TASK STATEMENT: Reading the records beneath this task, work out how many lines contain the word "service" and reply with only that number.

DATA PROVIDED:
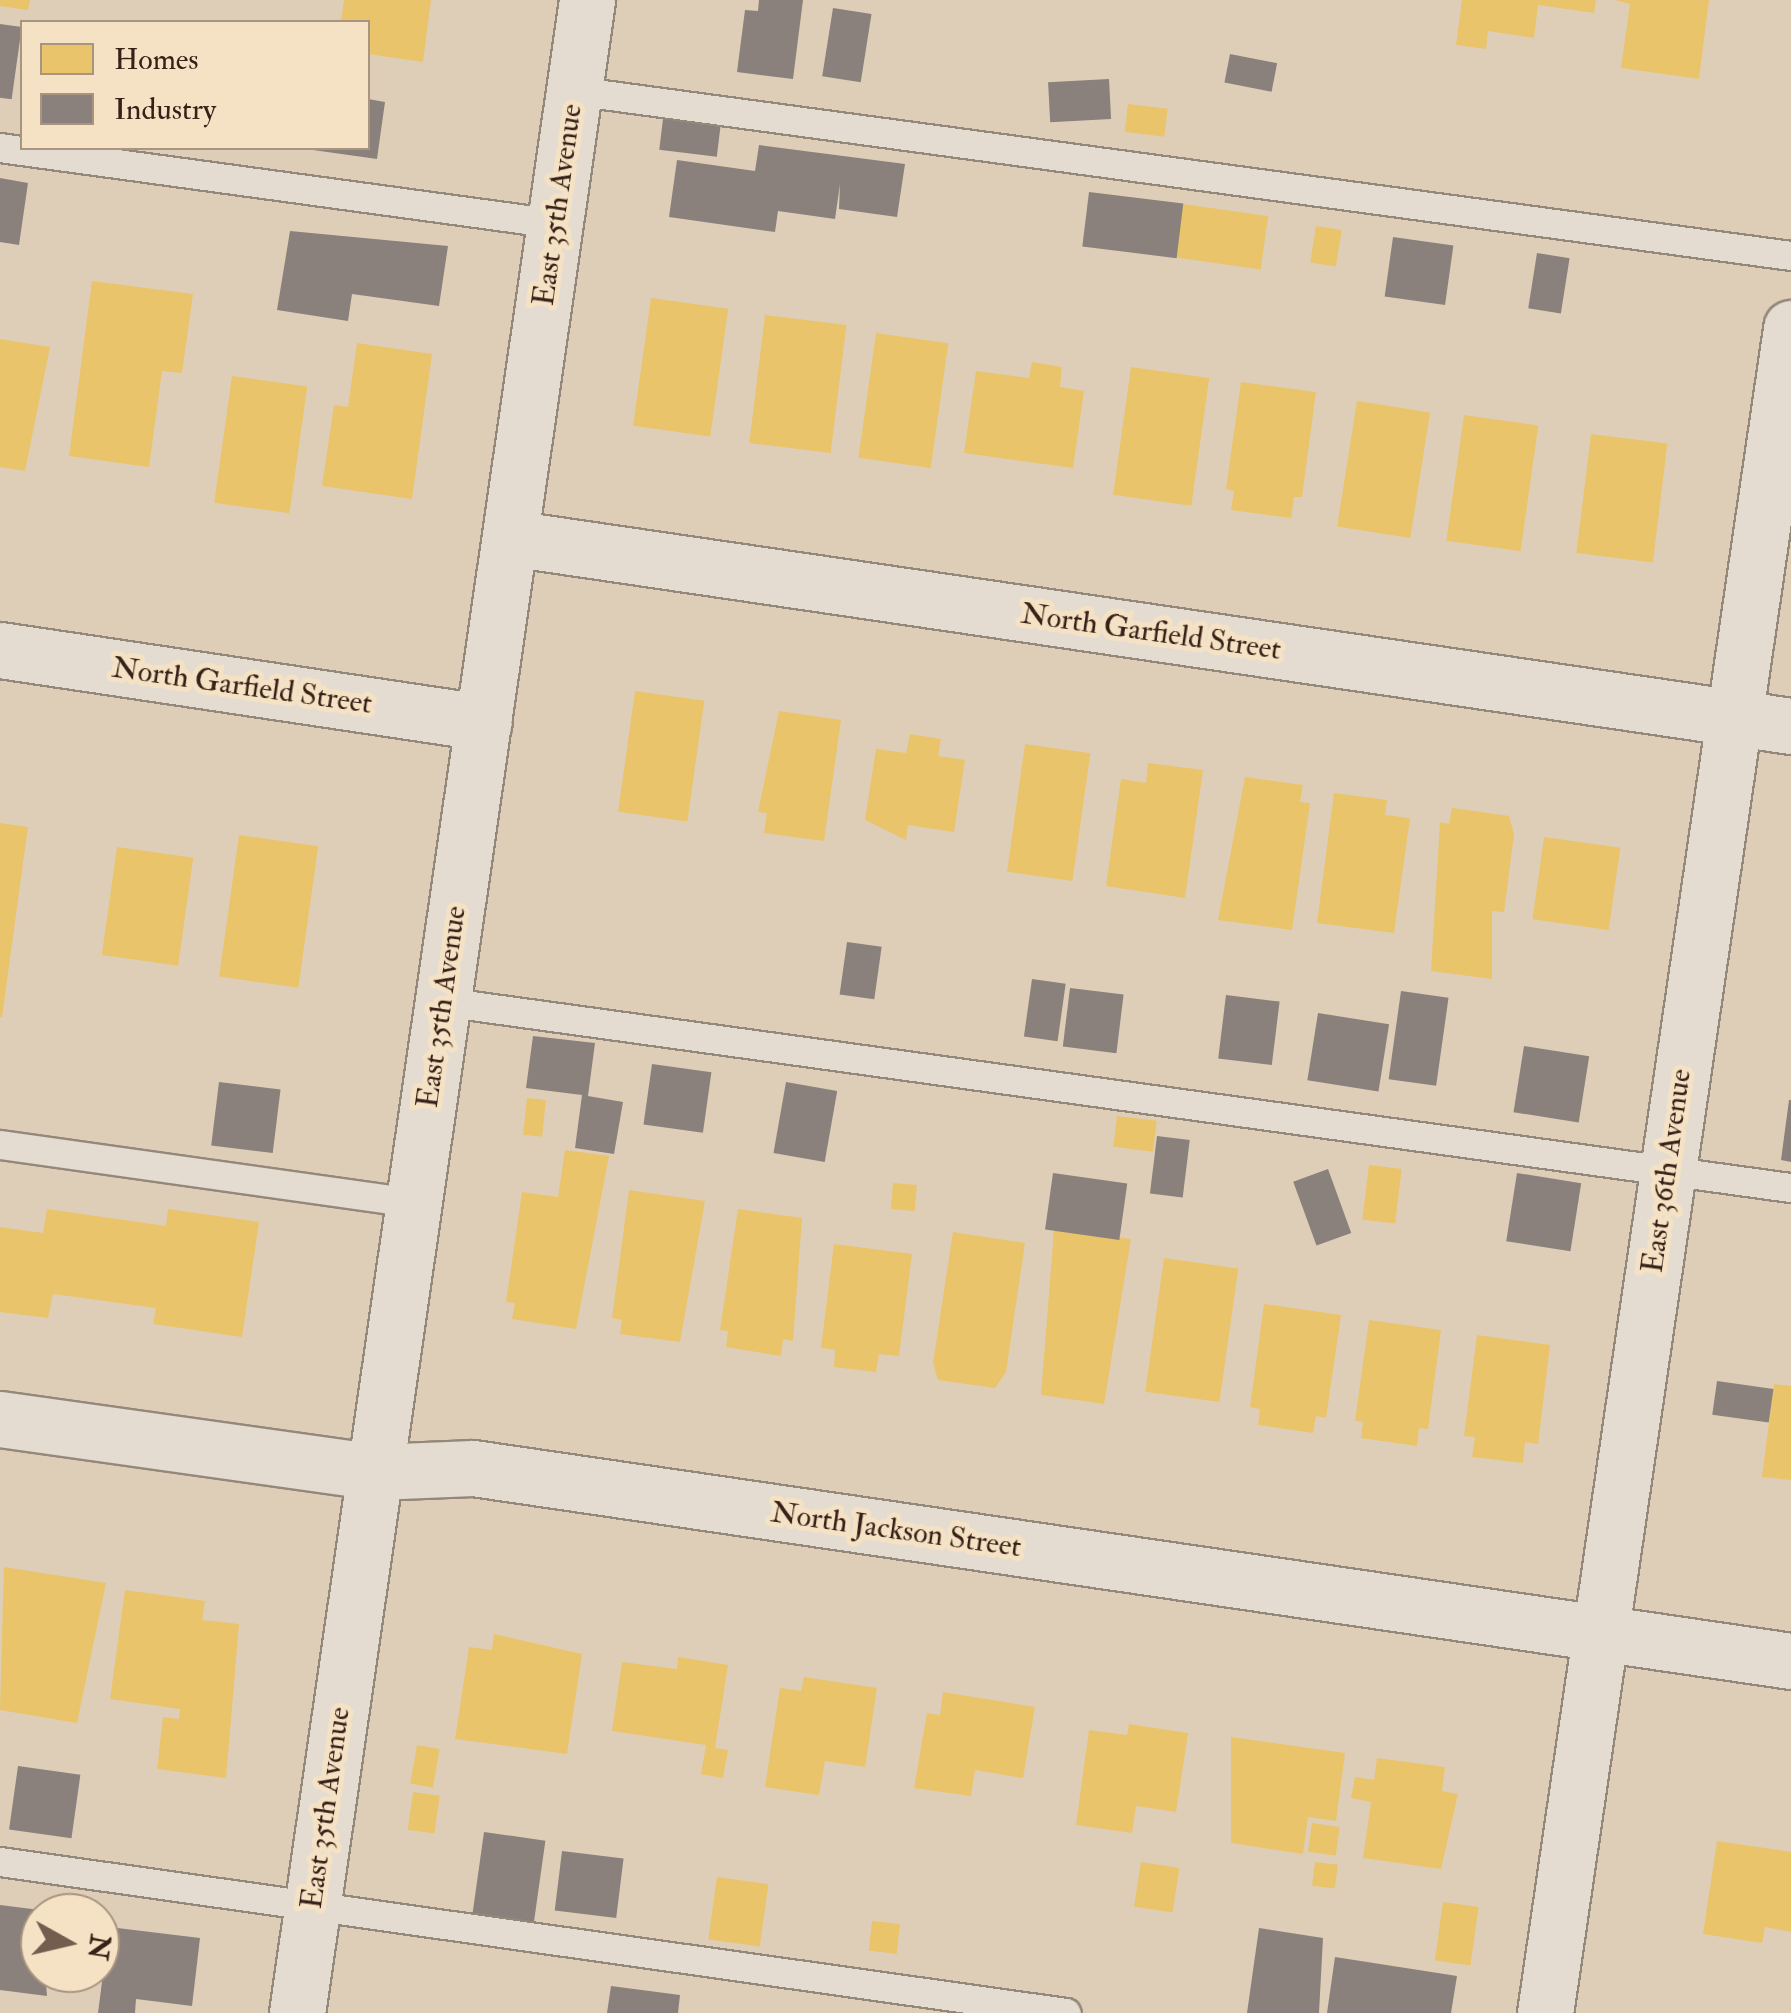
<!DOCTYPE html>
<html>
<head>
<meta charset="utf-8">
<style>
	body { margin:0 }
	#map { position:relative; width:1791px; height:2013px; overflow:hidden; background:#dfceb7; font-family:"IM FELL Double Pica",serif }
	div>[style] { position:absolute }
	.homes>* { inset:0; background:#e9c46a; transform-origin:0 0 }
	.industry>* { inset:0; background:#8a817c; transform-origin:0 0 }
	.roads { filter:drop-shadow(2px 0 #94887a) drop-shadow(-2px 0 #94887a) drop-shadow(0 2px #94887a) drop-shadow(0 -2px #94887a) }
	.service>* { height:28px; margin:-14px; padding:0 14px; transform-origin:14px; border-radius:14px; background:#e4dcd0 }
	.minor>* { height:55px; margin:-27.5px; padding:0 27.5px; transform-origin:27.5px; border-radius:27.5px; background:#e4dcd0 }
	span { translate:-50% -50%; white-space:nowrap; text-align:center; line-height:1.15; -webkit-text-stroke:10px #f5e2c5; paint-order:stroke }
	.street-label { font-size:30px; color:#372017 }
	.legend { position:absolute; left:20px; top:20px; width:350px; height:130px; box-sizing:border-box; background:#f5e2c5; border:2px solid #a9947f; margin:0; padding:12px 18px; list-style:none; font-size:30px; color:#372017 }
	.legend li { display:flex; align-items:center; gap:20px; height:50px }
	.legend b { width:50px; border:2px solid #a9947f }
	.north { position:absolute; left:20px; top:1893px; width:100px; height:100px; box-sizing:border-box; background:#f5e2c5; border:2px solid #a9947f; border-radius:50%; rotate:98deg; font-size:28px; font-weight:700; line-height:40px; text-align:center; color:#372017 }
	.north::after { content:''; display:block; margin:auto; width:35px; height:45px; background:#725d4f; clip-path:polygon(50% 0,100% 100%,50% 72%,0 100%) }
</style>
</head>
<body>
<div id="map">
	<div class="homes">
		<div style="clip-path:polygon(0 0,30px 0,28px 10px,0 6px)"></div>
		<div style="clip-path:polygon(344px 0,431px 0,423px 62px,368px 54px,368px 22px,341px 22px)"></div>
		<div style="clip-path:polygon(1462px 0,1596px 0,1594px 13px,1538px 5px,1534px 38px,1488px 31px,1486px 49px,1456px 45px)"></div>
		<div style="clip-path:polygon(1709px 0,1699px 79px,1621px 68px,1630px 4px,1615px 0)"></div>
		<div style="left:1128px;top:104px;width:40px;height:28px;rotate:7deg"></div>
		<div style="left:1183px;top:204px;width:86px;height:54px;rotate:8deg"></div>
		<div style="left:1316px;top:226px;width:26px;height:37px;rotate:9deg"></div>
		<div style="clip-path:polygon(92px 281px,193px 294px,182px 373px,162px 371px,149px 467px,69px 456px)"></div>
		<div style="left:651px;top:298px;width:78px;height:129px;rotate:8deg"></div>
		<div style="left:765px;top:315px;width:82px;height:129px;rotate:7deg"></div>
		<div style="left:876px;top:333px;width:73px;height:126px;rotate:8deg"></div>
		<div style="clip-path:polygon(0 339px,50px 347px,25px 471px,0 467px)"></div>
		<div style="clip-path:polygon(357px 343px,432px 354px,412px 499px,322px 486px,334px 405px,348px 407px)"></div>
		<div style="clip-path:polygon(1032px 362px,1062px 367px,1060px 387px,1084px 391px,1073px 468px,964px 453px,976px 371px,1029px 378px)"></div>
		<div style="left:1131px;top:367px;width:79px;height:129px;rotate:8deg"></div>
		<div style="left:232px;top:376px;width:76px;height:128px;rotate:8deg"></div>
		<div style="clip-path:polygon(1241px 382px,1316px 392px,1302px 497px,1294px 497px,1291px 518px,1231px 510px,1234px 491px,1226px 489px)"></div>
		<div style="left:1357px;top:401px;width:74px;height:127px;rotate:9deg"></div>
		<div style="left:1464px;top:415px;width:75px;height:127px;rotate:8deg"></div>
		<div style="left:1591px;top:434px;width:77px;height:120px;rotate:7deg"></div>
		<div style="left:635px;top:691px;width:70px;height:122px;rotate:8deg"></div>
		<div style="clip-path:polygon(779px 711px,841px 720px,824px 841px,764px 833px,767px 813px,758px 812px)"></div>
		<div style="clip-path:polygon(910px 734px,941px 739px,938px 756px,965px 760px,954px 832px,908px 825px,906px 840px,865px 820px,876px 749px,906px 753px)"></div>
		<div style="left:1025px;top:744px;width:66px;height:129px;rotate:8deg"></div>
		<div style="clip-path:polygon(1148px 763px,1203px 770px,1185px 898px,1106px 886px,1121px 779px,1146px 783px)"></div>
		<div style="clip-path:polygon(1245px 777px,1303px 785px,1300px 802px,1310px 803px,1292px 930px,1218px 920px)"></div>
		<div style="clip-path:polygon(1334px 793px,1387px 800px,1385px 815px,1410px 818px,1394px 933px,1317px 923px)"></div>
		<div style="clip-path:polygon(1452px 808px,1509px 816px,1514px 834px,1504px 912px,1492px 911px,1492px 979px,1431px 971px,1440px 822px,1449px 824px)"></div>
		<div style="clip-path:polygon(0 823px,28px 827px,2px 1017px,0 1017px)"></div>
		<div style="left:239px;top:835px;width:80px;height:143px;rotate:8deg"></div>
		<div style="left:1544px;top:837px;width:77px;height:83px;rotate:8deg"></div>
		<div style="left:117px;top:847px;width:77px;height:109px;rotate:8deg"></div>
		<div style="left:527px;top:1098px;width:19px;height:37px;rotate:6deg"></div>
		<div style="left:1117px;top:1116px;width:40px;height:31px;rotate:7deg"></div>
		<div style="clip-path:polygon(565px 1150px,609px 1156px,576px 1329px,512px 1319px,515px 1303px,506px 1302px,522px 1192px,558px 1197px)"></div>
		<div style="left:1369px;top:1165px;width:33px;height:55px;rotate:7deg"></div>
		<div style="left:893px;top:1183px;width:24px;height:26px;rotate:5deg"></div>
		<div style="clip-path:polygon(629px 1190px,705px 1201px,680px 1342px,620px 1334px,622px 1320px,612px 1318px)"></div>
		<div style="clip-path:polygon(47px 1209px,166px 1226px,168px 1209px,259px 1222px,242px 1337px,153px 1324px,156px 1308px,53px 1294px,48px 1318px,0 1312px,0 1227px,43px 1233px)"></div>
		<div style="clip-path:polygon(738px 1209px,802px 1218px,793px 1341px,783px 1339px,781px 1356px,726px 1347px,728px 1331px,720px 1330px)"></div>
		<div style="clip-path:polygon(1054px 1230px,1131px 1239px,1104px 1404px,1041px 1395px)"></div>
		<div style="clip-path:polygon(953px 1232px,1025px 1243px,1006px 1372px,995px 1388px,938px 1380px,933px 1363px)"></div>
		<div style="clip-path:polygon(834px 1244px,912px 1254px,899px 1356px,879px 1354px,876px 1372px,834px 1367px,835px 1350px,821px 1348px)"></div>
		<div style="left:1164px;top:1258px;width:75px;height:135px;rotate:8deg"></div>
		<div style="clip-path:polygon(1264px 1304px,1341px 1315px,1326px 1418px,1316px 1416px,1313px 1433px,1258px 1425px,1260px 1409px,1250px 1407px)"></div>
		<div style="clip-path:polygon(1369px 1320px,1441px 1330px,1428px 1429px,1419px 1428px,1417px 1446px,1361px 1438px,1363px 1422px,1355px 1421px)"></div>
		<div style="clip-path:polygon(1477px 1335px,1550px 1345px,1538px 1444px,1525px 1442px,1523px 1463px,1472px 1457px,1475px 1437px,1464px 1436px)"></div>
		<div style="clip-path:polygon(1774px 1384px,1791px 1386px,1791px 1480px,1762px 1477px)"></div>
		<div style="clip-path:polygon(4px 1567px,106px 1583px,77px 1723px,0 1710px)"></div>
		<div style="clip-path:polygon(125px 1590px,205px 1601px,202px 1620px,239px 1624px,226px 1778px,157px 1769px,163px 1717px,179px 1719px,180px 1709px,110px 1699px)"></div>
		<div style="clip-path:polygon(494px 1634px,582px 1654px,567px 1754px,455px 1739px,469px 1647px,492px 1650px)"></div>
		<div style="clip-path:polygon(678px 1657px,728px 1665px,715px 1748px,728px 1750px,723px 1778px,701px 1774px,706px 1745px,612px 1731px,622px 1662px,677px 1669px)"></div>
		<div style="clip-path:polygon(804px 1677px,877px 1688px,865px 1767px,825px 1761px,819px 1795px,765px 1787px,780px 1688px,801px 1691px)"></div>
		<div style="clip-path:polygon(943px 1692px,1035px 1707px,1023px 1778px,975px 1770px,971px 1796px,914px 1788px,927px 1713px,940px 1715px)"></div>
		<div style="clip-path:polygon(1129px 1724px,1188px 1733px,1176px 1812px,1136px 1806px,1132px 1833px,1076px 1825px,1089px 1730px,1127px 1735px)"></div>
		<div style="clip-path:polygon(1231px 1737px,1345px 1753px,1336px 1821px,1308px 1817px,1303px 1854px,1231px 1843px)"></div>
		<div style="left:417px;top:1745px;width:23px;height:39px;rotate:10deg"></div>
		<div style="clip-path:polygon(1377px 1758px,1445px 1767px,1442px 1791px,1458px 1794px,1441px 1869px,1363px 1858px,1371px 1802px,1351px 1798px,1355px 1777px,1374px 1780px)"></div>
		<div style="left:413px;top:1792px;width:27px;height:38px;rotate:8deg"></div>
		<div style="left:1312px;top:1823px;width:28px;height:29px;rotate:8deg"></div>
		<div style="clip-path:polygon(1717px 1841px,1791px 1852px,1791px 1932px,1765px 1927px,1762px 1943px,1703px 1934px)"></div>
		<div style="left:1141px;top:1862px;width:39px;height:45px;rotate:9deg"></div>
		<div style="left:1315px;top:1862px;width:23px;height:24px;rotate:7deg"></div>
		<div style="left:717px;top:1877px;width:52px;height:63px;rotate:8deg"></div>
		<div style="left:1443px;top:1902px;width:36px;height:59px;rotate:8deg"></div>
		<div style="left:872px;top:1921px;width:28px;height:30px;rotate:6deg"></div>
	</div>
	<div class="industry">
		<div style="clip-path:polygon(759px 0,803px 0,793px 79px,737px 72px,745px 10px,758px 11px)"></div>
		<div style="left:833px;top:8px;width:39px;height:69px;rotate:9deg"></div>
		<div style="left:0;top:24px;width:22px;height:73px;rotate:8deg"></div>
		<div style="left:1230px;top:54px;width:48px;height:29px;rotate:11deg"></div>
		<div style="left:1109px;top:79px;width:40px;height:61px;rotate:87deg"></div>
		<div style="clip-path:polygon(368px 99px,385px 102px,377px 159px,313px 150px,368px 148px)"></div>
		<div style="left:663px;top:119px;width:58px;height:31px;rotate:7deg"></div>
		<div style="clip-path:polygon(759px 145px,905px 164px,897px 217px,839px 209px,840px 184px,835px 219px,778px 211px,775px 232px,669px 217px,677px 160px,755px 171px)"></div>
		<div style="clip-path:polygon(0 178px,28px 183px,19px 245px,0 242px)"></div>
		<div style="left:1089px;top:192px;width:95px;height:55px;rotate:7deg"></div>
		<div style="clip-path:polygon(290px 231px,448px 246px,439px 306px,352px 294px,348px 321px,277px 310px)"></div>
		<div style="left:1393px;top:237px;width:61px;height:60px;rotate:8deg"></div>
		<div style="left:1537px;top:253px;width:33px;height:56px;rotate:9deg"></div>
		<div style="left:847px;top:942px;width:35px;height:53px;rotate:8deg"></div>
		<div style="left:1032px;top:979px;width:34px;height:58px;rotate:8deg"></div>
		<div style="left:1070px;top:988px;width:54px;height:59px;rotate:7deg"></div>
		<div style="left:1401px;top:991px;width:48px;height:89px;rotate:8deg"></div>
		<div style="left:1226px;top:995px;width:54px;height:64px;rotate:7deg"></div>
		<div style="left:1318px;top:1013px;width:72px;height:68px;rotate:9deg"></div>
		<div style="clip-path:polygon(533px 1036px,595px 1043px,588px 1096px,623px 1102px,614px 1154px,575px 1148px,582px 1095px,526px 1088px)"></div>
		<div style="left:1524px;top:1046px;width:66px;height:67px;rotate:9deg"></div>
		<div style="left:652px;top:1064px;width:60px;height:61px;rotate:8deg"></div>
		<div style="left:219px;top:1082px;width:62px;height:64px;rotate:7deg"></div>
		<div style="left:786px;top:1082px;width:52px;height:72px;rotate:10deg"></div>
		<div style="clip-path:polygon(1789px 1100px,1791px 1100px,1791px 1162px,1781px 1160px)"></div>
		<div style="left:1157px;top:1136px;width:33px;height:58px;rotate:7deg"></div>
		<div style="left:1328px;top:1169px;width:68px;height:37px;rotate:70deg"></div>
		<div style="left:1053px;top:1173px;width:75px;height:57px;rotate:8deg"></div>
		<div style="left:1517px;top:1173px;width:65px;height:69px;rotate:9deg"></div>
		<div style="left:1717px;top:1381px;width:57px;height:34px;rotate:8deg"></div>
		<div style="left:18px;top:1766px;width:63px;height:64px;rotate:8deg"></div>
		<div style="left:484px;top:1832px;width:62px;height:82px;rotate:8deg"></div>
		<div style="left:562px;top:1851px;width:62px;height:60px;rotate:7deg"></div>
		<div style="clip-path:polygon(0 1905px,40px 1910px,47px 1996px,0 1990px)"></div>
		<div style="clip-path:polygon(109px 1927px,200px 1938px,192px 2006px,136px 1999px,135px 2013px,98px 2013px)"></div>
		<div style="clip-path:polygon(1259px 1928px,1323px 1938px,1319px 2013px,1247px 2013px)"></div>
		<div style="clip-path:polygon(1335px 1957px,1457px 1976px,1451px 2013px,1327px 2013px)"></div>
		<div style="clip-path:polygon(611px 1986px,680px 1995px,678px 2013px,607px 2013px)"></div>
	</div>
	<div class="roads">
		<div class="service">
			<div style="left:574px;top:91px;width:1228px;rotate:7.72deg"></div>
			<div style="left:0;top:148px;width:561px;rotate:7.78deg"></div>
			<div style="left:443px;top:1002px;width:1361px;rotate:7.86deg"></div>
			<div style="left:0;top:1145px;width:418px;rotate:8deg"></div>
			<div style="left:0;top:1862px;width:1077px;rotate:8.06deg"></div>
		</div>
		<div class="minor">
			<div style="left:510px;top:538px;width:1295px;rotate:8.35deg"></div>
			<div style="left:0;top:650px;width:489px;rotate:8.5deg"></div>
			<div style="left:0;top:1419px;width:379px;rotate:8deg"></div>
			<div style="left:375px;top:1472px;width:98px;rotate:-2.3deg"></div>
			<div style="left:473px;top:1468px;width:1332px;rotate:8.33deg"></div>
			<div style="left:297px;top:2013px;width:2034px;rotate:-81.8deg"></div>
			<div style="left:1545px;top:2013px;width:1703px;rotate:-81.69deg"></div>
		</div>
	</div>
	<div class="street-label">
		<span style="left:558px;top:205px;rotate:-82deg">East 35th Avenue</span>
		<span style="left:1151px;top:632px;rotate:8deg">North Garfield Street</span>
		<span style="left:242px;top:686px;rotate:8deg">North Garfield Street</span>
		<span style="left:442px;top:1007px;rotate:-82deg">East 35th Avenue</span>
		<span style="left:1667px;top:1171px;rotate:-82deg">East 36th Avenue</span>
		<span style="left:896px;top:1530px;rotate:8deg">North Jackson Street</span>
		<span style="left:326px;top:1808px;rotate:-82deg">East 35th Avenue</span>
	</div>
	<ul class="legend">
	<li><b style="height:28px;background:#e9c46a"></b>Homes</li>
	<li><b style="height:28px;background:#8a817c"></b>Industry</li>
	</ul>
	<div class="north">N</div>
</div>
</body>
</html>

ANSWER SECTION: 2